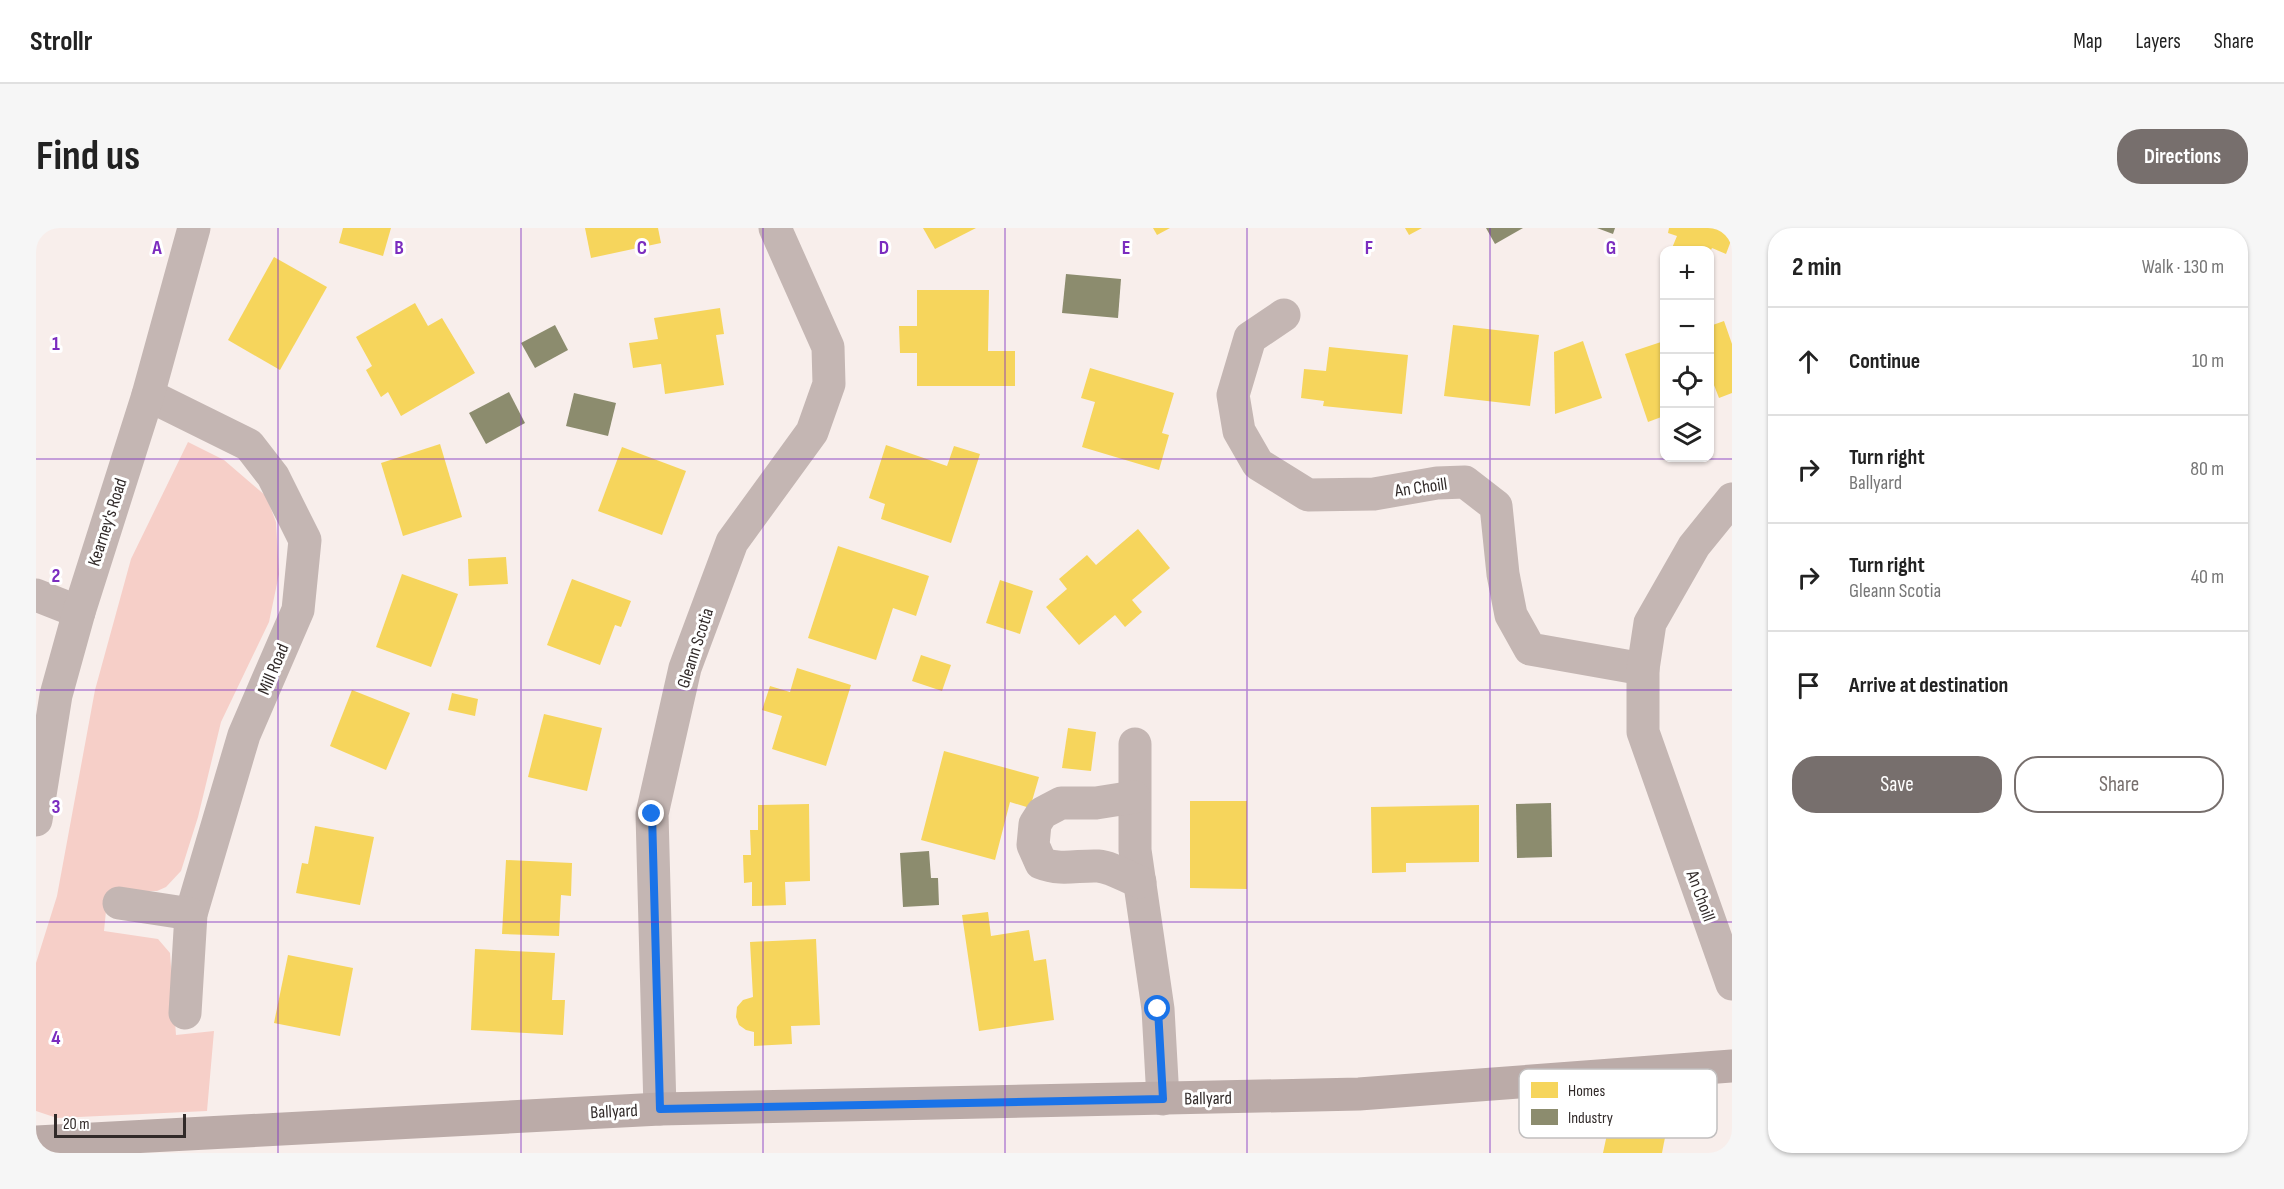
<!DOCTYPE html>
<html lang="en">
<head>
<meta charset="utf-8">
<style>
	:root { --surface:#fff; --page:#f6f6f6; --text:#222; --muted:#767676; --line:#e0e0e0; --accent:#776f6d }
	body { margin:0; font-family:"Sofia Sans Condensed",sans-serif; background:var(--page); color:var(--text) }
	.controls { position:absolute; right:18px; top:18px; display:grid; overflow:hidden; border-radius:12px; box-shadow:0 2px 4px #0004 }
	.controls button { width:54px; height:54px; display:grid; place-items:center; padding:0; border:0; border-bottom:2px solid var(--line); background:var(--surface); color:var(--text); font:30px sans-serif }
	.scale { position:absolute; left:18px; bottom:15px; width:132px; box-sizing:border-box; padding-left:6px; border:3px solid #312a29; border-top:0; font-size:16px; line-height:21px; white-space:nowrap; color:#312a29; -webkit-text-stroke:4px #fff; paint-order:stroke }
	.stop { position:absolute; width:18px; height:18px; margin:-14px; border:4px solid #1a73e8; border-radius:50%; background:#fff }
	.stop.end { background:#1a73e8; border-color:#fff; box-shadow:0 2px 6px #0008 }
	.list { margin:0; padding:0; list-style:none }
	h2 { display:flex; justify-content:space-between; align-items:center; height:78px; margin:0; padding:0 24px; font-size:26px }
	h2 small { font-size:20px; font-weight:400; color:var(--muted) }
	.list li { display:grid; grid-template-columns:39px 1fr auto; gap:18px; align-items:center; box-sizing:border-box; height:108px; padding:0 24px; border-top:2px solid var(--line) }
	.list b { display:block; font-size:22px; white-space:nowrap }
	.list p { margin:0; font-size:20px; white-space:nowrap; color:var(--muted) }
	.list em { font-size:20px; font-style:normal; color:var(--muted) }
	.actions { display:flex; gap:12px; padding:18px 24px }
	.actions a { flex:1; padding:14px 0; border:2px solid var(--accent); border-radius:24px; text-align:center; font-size:21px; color:var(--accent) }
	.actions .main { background:var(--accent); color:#fff }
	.icon { flex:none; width:33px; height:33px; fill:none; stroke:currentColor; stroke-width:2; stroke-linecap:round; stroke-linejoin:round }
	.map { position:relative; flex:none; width:1696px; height:925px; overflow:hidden; border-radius:24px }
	header { display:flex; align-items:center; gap:36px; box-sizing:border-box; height:84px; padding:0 30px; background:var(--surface); border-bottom:2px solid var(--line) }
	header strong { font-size:28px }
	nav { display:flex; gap:33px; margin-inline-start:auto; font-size:21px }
	.intro { display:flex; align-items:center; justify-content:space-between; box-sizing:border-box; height:144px; padding:0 36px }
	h1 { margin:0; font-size:42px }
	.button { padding:15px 27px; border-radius:24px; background:var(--accent); color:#fff; font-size:21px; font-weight:700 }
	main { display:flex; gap:36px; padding:0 36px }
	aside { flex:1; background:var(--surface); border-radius:24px; box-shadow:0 2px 4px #0004 }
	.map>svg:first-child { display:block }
	.green { fill:#f6cfc8 }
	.homes { fill:#f6d55c }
	.industry { fill:#8c8c6e }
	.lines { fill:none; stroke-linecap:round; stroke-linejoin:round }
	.street { stroke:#c4b6b3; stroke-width:33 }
	.secondary { stroke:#bbaba8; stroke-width:33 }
	.route { stroke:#1a73e8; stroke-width:8 }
	.grid { fill:none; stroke:#7b2cbf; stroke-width:1.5; stroke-opacity:0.55 }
	.labels { text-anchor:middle; stroke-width:6; stroke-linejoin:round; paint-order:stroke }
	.street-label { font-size:18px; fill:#312a29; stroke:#fff }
	.key { fill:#fff; stroke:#c1bfbf; stroke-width:1.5 }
	.key-label { font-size:16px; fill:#312a29 }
	.grid-label { font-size:20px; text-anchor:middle; font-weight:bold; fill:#7b2cbf; stroke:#fff; stroke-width:6; stroke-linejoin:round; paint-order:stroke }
</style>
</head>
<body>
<header>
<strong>Strollr</strong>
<nav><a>Map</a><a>Layers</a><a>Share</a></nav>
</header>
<div class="intro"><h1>Find us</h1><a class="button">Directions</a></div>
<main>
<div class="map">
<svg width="1696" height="925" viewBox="0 0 1696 925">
	<rect width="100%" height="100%" fill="#f8eeeb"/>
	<path class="green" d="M152,214L188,232L230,268L240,294L243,346L233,394L185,494L162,589L145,643L130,659L121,663H72L68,703L122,711L134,725L140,807L178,803L171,883L21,890L0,883V735L21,668L59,462L95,331Z"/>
	<g class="homes">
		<path d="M307,0H355L347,28L303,15Z"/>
		<path d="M549,0H622L625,15L555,30Z"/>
		<path d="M887,0H940L899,21Z"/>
		<path d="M1117,0H1134L1121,7Z"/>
		<path d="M1369,0H1386L1373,7Z"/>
		<path d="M1633,0H1696V10L1690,26L1676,20L1675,22H1644L1636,20L1641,8L1632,5Z"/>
		<path d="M238,29L291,59L244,142L192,112Z"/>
		<path d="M881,62H953L952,123H979V158H881V125H864L863,98H881Z"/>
		<path d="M379,75L392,98L406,90L439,145L365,188L352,164L345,169L330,142L336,138L320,109Z"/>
		<path d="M684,80L688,106L680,107L688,157L629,166L625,136L597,140L593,115L622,111L618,90Z"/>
		<path d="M1688,93L1696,116V165L1683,170L1676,152L1674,153V98Z"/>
		<path d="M1417,97L1503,107L1494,178L1408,168Z"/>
		<path d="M1547,113L1566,170L1519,186L1518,124Z"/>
		<path d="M1628,113V188L1612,194L1589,126Z"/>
		<path d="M1293,119L1372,127L1366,186L1287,178L1288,173L1265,170L1268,141L1290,143Z"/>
		<path d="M1054,140L1138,165L1126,205L1133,207L1123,242L1046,219L1059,174L1045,170Z"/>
		<path d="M404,216L426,289L367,308L345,235Z"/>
		<path d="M850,217L911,238L918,218L944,226L915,315L845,291L849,276L833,270Z"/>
		<path d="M586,219L650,243L626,307L562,283Z"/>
		<path d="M1102,301L1134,340L1096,372L1106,384L1089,399L1079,387L1043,417L1010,379L1031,361L1023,351L1051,327L1060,337Z"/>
		<path d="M802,318L893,348L880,388L857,380L840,432L772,410Z"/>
		<path d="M470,329L472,356L433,358L432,331Z"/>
		<path d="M366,346L422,366L395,439L340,419Z"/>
		<path d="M536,351L595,373L585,399L579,397L564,437L511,417Z"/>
		<path d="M964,352L997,363L984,406L950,395Z"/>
		<path d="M885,427L915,437L906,463L876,453Z"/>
		<path d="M761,440L815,457L790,538L736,521L746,488L726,482L734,458L754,464Z"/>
		<path d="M316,462L374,485L350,542L294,518Z"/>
		<path d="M416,465L442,471L439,488L412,482Z"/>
		<path d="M508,486L566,500L551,563L492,549Z"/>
		<path d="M1032,500L1060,504L1055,543L1026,540Z"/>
		<path d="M908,523L1003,549L994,580L974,574L959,632L885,612Z"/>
		<path d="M1154,573H1211V661L1154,660Z"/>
		<path d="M773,576L774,653L749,654L750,677L716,678V654L708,655L707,627H715L714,602H722V577Z"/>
		<path d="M1443,577V634L1370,635V644L1336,645L1335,579Z"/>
		<path d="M279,598L338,609L324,677L260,665L266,635L272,636Z"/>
		<path d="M470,632L536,635L535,668L525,667L523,708L466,706Z"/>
		<path d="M952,684L955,708L993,702L998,733L1010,731L1018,792L943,803L926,687Z"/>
		<path d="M780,711L784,797L755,798L756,816L718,818V804L710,802L703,797L700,789L701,779L707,772L717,769L714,714Z"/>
		<path d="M439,721L519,725L516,772H529L527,807L435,802Z"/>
		<path d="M252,727L317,740L304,808L238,795Z"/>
		<path d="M1574,892L1630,904L1626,925H1567Z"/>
	</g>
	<g class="industry">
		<path d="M1450,0H1487L1459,16Z"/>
		<path d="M1561,0H1579L1577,6Z"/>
		<path d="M1030,46L1085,51L1082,90L1026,85Z"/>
		<path d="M519,97L532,122L499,140L485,115Z"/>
		<path d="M473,164L489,195L450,216L433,185Z"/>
		<path d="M538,165L580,175L572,208L530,198Z"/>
		<path d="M1515,575L1516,629L1481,630L1480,576Z"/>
		<path d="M893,623L895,650H902L903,677L867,679L864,625Z"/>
	</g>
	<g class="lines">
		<g class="street">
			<path d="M1248,87L1214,110L1197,167L1203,203L1222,236L1272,267L1338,266L1401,255L1429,254L1460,278L1467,346L1475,387L1494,421L1607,441"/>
			<path d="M112,167L213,217L237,248L269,312L262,382L208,507L155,686L149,785"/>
			<path d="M1696,271L1658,318L1614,395L1607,441V504L1696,756"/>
			<path d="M0,367L43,384"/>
			<path d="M1099,516V622L1122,781L1127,871"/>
			<path d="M1098,569L1060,575H1025L1006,585L999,596L997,617L1005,635C1025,643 1042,637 1062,638C1075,639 1091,649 1104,654"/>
			<path d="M0,592L20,467L43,384L112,167L158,0"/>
			<path d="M83,675L155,686"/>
			<path d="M624,881L616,586L649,440L696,314L776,204L793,156L792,119L739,0"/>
		</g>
		<path class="secondary" d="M0,914L624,881L1323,866L1696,838"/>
	</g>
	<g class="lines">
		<path class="route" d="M616,586L624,881L1127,871L1122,781"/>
	</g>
	<path class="grid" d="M242,0V925M485,0V925M727,0V925M969,0V925M1211,0V925M1454,0V925M0,231H1696M0,462H1696M0,694H1696"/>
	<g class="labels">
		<g class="street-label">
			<text transform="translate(1385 259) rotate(-8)" y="6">An Choill</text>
			<text transform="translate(71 294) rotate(-72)" y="6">Kearney's Road</text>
			<text transform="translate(659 420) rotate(-72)" y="6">Gleann Scotia</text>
			<text transform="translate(237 441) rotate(-67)" y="6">Mill Road</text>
			<text transform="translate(1665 668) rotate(70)" y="6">An Choill</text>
			<text transform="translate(1172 870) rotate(-1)" y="6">Ballyard</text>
			<text transform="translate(578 883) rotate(-3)" y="6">Ballyard</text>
		</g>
	</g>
	<rect x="1483" y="841" width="198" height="69" rx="9" class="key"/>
	<rect x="1495" y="854" width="27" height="16" fill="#f6d55c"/>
	<rect x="1495" y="881" width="27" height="16" fill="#8c8c6e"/>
	<g class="key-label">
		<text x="1532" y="868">Homes</text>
		<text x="1532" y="895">Industry</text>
	</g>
	<g class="grid-label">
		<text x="121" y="26">A</text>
		<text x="363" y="26">B</text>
		<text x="606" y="26">C</text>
		<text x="848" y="26">D</text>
		<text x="1090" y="26">E</text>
		<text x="1333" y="26">F</text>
		<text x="1575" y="26">G</text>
		<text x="20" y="122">1</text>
		<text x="20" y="354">2</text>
		<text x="20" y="585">3</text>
		<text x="20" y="816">4</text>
	</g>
</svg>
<div class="controls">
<button>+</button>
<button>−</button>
<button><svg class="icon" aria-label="locate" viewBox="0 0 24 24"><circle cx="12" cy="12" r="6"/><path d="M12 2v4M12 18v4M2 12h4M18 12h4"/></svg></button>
<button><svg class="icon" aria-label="layers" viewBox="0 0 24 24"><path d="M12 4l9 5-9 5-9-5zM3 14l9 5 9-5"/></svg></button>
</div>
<div class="scale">20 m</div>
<div class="stop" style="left:1122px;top:781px"></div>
<div class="stop end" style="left:616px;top:586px"></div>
</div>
<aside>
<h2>2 min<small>Walk · 130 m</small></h2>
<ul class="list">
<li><svg class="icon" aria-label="ahead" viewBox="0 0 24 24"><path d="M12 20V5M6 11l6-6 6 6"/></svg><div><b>Continue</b></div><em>10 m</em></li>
<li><svg class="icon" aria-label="right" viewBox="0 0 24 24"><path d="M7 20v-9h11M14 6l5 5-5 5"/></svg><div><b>Turn right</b><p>Ballyard</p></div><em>80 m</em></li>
<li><svg class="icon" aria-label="right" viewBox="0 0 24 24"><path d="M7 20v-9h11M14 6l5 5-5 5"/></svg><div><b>Turn right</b><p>Gleann Scotia</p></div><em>40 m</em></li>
<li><svg class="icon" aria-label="arrive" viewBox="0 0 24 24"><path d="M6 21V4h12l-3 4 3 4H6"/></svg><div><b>Arrive at destination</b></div></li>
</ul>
<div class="actions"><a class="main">Save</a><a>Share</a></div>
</aside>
</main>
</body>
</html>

- **Exercise aim**: To answer, copy each line from the material above that has the word "scale".

- **Output of the task**:
	.scale { position:absolute; left:18px; bottom:15px; width:132px; box-sizing:border-box; padding-left:6px; border:3px solid #312a29; border-top:0; font-size:16px; line-height:21px; white-space:nowrap; color:#312a29; -webkit-text-stroke:4px #fff; paint-order:stroke }
<div class="scale">20 m</div>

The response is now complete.